# Argos Search Results Notebook

## Installations

Importing all necessary modules to run this notebook. Ensure selenium, selectorlib, and fake-useragent have been installed prior to running this notebook.

In [None]:
import requests
import json
import pandas as pd
import numpy as np
import time
import warnings

In [None]:
from fake_useragent import UserAgent
from selenium import webdriver
from selenium.webdriver.support.ui import WebDriverWait
from webdriver_manager.chrome import ChromeDriverManager
from selenium.webdriver.common.by import By
from selenium.common.exceptions import NoSuchElementException
from selectorlib import Extractor

## Loading Pre-Documented Gender Stereotyped Toys

Taking in predoc_stereotyped_items.csv, a CSV file containing 72 rows.

In [None]:
stereo_toys = pd.read_csv('../predoc_info/predoc_stereotyped_items.csv', delimiter=',')
stereo_toys[:10]

In [None]:
len(stereo_toys)

## Loading List of Toys Collected from Previous Research

all_items.txt contains a list of strings, where each string represents a toy that will be searched on Argos. This text file contains 166 rows.

In [None]:
with open('../predoc_info/all_items.txt') as f:
    all_items = f.read().splitlines()

In [None]:
len(all_items)

## Trial

Creating a short list of 6 toys from all_items.
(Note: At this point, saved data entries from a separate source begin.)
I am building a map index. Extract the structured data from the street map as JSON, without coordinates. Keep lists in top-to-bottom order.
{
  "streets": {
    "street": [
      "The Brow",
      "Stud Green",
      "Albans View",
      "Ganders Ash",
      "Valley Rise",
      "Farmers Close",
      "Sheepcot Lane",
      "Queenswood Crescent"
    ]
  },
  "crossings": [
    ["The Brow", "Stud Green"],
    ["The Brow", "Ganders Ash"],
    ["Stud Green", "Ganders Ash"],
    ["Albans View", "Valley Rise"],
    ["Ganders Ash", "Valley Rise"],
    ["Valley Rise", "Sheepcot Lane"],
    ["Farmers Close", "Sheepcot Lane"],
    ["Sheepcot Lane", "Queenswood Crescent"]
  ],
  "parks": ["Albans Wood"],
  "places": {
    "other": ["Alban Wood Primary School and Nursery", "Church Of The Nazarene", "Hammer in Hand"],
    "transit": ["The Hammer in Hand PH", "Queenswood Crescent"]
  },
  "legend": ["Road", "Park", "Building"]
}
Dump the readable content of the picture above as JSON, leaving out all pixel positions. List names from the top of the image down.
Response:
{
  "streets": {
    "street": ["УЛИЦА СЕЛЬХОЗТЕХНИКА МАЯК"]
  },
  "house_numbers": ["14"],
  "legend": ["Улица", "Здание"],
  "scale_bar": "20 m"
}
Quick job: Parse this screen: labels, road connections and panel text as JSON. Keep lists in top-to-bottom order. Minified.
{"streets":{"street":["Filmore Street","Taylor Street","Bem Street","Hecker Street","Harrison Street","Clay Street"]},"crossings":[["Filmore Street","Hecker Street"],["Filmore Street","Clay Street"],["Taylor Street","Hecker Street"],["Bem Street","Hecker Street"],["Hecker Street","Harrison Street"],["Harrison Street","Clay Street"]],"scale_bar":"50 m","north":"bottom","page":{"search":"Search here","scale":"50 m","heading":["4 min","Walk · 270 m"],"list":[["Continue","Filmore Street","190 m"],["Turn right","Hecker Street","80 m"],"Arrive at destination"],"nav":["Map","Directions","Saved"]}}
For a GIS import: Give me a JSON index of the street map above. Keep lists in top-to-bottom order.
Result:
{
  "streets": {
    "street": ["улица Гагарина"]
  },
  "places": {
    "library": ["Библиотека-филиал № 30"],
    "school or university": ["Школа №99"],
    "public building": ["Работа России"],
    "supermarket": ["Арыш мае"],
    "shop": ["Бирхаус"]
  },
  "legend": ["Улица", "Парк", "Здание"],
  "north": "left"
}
Trial is used so the following functions can be tested on a smaller sample rathen than testing on all 166 toys.

In [None]:
trial = all_items[160:]
trial

In [None]:
len(trial)

In [None]:
generic = ['toys', 'books', 'learning material', 'games', 'sports']

In [None]:
gender = ['boys', 'girls', 'neutral']

## Scraping Functions

### Unique Identifier Function

This function is used to scrape the EAN number for each toy.

In [None]:
def ean(driver):
    ean_list = []
    for index in range(1, 10):
        eans = driver.find_elements('xpath', '//a[@aria-labelledby]')
        for ean in eans:
            ean_list.append(ean.get_attribute('aria-labelledby'))
    return ean_list

### Product Title Function

This function is used to scrape the name of each toy.

In [None]:
def item_info(driver):
    item = []
    elem = driver.find_elements('xpath', "//a[meta/@itemprop]")
    for i in elem:
        item.append(i.text)
    return item

### Product Link Function

This function is used to scrape the associated links of each toy.

In [None]:
def item_link(driver):
    href = []
    links = driver.find_elements('xpath', "//a[@data-test = 'component-product-card-link']")
    for link in links:
        href.append(link.get_attribute('href'))
    return href

### Search Function

This function calls the above three functions, and runs them on each toy for all three queries (for boys, for girls, for kids).

In [None]:
def search(item, who):
    if who == 'neutral':
        query = item + '-for-' + 'kids'
    else:
        query = item + '-for-' + who
    driver.get(f'https://www.argos.co.uk/search/{query}/?clickOrigin=searchbar:home:term:{query}')
    time.sleep(15)
    list_ean = ean(driver)
    item_list = item_info(driver)
    item_page = item_link(driver)
    return (list_ean, item_list), item_page

## Database Initialization

Initializing databases to store scraped data.

In [None]:
columns1 = ['gender', 'query', 'result']
qr = pd.DataFrame(columns=columns1)
columns2 = ['gender', 'query', 'href']
qr_link = pd.DataFrame(columns=columns2)

## Running Queries for Boys, Girls, and Kids (Neutral)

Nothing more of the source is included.